Countermeasures that really work
- RBAC: minimum necessary roles
picking ≠ master data ≠ release/quarantine - Joiner–Mover–Leaver process: to create, modify, and deactivate access
- Periodic user access review: at least annually, better every six months for critical roles
- MFA where possible, especially for remote access and admin roles
- Segregation of duties: the person creating or updating master data should not approve exceptions
Patches and upgrades: when IT “improves” and GDP gets worse
Updating a system is normal. Doing it without control is a GDP risk.
Practical checklist
- every patch or upgrade goes through a change impact assessment
- there is a separate TEST environment
- you perform regression testing on GDP-critical processes
- results and release are documented
- for SaaS: vendor qualification plus evidence of release notes and impact assessment
From an IT perspective, a software change is often “routine.”
From a GDP perspective, it can be the origin of:
- expiry blocks no longer working
- degraded audit trail
- traceability reports that are no longer reproducible
Takeaway box
- GDP CSV = process + evidence, not a PDF in a shared folder
- Audit trail = active + protected + reviewed
- The 3 audit killers: access rights, lack of review, uncontrolled IT changes
- If you lose data integrity, you also lose the ability to execute an effective recall
FAQ
Is 21 CFR Part 11 required in an EU company?

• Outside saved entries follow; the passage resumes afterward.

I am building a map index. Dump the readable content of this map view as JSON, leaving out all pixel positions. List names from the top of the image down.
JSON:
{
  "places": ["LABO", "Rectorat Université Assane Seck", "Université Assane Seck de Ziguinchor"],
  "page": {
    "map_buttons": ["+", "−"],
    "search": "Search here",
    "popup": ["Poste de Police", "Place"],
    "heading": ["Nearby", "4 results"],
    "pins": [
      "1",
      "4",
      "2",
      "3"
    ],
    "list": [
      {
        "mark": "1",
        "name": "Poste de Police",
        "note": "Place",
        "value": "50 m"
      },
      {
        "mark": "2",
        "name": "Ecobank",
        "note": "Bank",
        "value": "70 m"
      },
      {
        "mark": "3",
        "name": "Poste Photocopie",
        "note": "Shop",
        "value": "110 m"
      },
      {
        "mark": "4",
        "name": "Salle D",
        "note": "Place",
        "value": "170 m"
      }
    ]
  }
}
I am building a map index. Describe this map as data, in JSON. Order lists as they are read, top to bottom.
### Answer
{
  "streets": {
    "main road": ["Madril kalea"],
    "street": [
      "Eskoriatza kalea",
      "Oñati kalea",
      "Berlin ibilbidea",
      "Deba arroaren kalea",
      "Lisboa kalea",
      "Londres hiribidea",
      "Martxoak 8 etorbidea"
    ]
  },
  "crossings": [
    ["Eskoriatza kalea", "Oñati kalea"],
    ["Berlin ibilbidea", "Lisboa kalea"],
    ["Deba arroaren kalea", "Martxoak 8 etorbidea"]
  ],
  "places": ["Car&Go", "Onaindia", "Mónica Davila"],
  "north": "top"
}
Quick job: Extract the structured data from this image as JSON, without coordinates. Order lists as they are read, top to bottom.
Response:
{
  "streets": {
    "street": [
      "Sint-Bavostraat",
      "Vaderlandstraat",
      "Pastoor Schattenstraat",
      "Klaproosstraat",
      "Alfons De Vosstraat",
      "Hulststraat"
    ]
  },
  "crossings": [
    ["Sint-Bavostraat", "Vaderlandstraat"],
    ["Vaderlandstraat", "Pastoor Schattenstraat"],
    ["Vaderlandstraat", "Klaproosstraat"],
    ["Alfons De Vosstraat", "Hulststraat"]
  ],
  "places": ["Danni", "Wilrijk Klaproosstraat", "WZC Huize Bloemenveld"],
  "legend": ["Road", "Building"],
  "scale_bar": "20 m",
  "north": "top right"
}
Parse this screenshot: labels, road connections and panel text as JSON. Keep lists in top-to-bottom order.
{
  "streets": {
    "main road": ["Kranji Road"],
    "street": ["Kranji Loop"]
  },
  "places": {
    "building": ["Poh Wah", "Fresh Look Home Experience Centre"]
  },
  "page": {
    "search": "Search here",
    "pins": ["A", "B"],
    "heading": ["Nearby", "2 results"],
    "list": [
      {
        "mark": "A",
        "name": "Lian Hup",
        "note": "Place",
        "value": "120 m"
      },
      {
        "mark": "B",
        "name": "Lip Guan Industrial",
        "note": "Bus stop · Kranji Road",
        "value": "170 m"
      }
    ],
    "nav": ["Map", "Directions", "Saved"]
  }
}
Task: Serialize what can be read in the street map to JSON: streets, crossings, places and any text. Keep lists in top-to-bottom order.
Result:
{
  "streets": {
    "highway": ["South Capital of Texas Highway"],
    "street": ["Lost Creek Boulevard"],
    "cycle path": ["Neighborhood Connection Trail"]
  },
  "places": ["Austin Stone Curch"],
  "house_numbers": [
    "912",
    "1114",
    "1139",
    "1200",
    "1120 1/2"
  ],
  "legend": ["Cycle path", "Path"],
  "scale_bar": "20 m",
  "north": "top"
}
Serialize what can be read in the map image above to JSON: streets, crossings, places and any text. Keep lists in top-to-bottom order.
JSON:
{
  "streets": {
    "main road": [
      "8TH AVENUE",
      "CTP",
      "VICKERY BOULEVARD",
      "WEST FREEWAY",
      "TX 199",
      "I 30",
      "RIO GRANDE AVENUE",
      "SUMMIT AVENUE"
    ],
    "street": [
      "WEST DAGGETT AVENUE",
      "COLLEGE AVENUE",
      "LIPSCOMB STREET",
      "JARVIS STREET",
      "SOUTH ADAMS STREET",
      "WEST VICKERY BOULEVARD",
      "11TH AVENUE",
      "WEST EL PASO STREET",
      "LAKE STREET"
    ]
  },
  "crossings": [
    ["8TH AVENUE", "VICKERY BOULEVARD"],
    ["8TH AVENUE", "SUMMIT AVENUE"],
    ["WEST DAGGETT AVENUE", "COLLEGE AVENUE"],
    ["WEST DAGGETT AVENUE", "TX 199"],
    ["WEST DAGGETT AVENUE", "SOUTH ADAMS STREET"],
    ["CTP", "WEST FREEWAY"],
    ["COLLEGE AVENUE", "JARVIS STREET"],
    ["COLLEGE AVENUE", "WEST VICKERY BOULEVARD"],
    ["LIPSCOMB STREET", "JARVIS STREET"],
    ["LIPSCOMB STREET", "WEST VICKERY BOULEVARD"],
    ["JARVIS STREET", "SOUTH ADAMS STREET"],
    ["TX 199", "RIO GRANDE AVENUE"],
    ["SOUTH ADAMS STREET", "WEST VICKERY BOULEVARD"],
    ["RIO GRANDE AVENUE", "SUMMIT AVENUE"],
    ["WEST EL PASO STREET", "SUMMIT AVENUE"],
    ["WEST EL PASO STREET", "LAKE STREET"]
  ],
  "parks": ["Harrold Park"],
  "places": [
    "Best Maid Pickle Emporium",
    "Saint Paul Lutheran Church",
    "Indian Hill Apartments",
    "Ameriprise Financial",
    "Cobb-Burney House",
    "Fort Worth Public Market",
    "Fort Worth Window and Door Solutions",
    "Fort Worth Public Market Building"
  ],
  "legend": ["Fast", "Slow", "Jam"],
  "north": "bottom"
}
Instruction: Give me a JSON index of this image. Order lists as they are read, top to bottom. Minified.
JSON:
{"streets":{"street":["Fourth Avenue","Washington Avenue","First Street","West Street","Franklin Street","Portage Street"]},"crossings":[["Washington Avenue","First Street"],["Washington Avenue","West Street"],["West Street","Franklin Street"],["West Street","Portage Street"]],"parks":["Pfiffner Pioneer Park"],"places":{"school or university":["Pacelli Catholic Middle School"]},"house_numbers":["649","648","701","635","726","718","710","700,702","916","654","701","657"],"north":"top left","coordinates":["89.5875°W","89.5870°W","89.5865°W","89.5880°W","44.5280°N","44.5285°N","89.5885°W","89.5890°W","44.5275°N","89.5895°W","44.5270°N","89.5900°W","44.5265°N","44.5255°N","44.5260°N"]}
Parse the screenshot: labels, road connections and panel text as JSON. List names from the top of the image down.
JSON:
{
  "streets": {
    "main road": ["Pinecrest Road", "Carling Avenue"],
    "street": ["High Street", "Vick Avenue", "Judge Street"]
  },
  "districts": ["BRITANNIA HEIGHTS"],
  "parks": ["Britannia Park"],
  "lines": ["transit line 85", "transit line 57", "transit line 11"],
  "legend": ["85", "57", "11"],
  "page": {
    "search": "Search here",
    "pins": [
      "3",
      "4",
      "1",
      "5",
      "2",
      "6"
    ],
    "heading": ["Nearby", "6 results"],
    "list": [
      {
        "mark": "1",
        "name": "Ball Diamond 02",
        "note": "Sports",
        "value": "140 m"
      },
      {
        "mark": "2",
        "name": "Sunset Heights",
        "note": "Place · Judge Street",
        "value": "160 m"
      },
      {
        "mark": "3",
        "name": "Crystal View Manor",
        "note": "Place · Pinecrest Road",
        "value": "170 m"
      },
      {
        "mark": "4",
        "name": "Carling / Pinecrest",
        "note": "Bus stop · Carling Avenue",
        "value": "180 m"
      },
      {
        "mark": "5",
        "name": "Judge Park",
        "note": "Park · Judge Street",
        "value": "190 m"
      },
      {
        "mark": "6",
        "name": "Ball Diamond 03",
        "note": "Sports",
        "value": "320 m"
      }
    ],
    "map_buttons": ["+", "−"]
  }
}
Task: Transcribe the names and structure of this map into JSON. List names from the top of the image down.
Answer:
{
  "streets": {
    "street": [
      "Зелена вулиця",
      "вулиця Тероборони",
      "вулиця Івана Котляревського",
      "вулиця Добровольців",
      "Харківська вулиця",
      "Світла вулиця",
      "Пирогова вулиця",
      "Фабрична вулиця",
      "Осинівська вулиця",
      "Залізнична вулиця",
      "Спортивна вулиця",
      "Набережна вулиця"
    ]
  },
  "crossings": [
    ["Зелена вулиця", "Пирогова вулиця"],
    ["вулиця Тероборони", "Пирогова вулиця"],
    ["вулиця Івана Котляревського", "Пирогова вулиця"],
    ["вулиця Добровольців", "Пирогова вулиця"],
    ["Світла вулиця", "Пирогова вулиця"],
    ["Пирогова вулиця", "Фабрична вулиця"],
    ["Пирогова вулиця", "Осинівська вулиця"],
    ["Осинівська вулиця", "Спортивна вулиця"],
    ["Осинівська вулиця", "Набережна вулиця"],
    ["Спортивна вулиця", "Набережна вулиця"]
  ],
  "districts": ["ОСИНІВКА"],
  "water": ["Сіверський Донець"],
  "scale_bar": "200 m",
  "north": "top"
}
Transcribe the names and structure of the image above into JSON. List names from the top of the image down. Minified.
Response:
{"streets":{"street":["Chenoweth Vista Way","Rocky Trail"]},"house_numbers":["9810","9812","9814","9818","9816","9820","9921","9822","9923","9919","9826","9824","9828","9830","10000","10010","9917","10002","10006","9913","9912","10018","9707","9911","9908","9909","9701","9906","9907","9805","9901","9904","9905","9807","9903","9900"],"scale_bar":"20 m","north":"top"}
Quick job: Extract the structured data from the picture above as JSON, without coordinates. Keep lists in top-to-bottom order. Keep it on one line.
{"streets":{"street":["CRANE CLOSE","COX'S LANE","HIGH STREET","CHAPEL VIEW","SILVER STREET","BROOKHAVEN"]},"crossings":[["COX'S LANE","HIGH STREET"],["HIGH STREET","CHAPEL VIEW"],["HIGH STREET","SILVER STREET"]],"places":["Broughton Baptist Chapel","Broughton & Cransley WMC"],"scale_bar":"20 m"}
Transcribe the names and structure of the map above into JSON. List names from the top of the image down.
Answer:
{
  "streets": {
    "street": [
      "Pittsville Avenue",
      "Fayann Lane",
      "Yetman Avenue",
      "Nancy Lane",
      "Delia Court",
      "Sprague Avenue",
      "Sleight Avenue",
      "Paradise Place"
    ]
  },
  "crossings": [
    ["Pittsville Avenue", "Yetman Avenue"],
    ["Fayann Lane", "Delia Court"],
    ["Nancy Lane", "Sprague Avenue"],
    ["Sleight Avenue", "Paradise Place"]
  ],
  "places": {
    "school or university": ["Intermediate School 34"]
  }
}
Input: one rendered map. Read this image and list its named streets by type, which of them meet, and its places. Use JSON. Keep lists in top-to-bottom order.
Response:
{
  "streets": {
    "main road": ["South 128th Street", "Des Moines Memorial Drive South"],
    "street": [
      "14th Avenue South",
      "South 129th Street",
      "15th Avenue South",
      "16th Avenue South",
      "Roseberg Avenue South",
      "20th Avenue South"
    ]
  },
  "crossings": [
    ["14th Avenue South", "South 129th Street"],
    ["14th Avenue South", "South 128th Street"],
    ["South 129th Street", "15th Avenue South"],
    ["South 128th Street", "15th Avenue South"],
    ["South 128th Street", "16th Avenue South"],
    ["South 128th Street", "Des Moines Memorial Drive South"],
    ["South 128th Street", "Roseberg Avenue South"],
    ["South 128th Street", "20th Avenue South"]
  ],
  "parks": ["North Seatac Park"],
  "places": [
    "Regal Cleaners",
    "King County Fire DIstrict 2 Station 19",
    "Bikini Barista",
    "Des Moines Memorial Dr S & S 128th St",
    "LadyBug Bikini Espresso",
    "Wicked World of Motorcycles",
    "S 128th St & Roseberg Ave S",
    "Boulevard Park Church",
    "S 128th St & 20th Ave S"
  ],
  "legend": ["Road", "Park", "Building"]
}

Not always as a direct legal obligation. However, the underlying concepts, such as audit trail, electronic signatures, and access controls, are often expected as best practice when managing GxP-relevant electronic records.
Which systems should I validate for GDP?
All systems that impact traceability, stock status, expiry dates, temperature, serialization, and recall reporting. Typically:
- WMS / ERP
- temperature monitoring systems
- serialization modules
- order interfaces
How often should audit trail review be performed?
The best approach is risk-based: monthly on samples for critical fields, more frequently if you have many exceptions.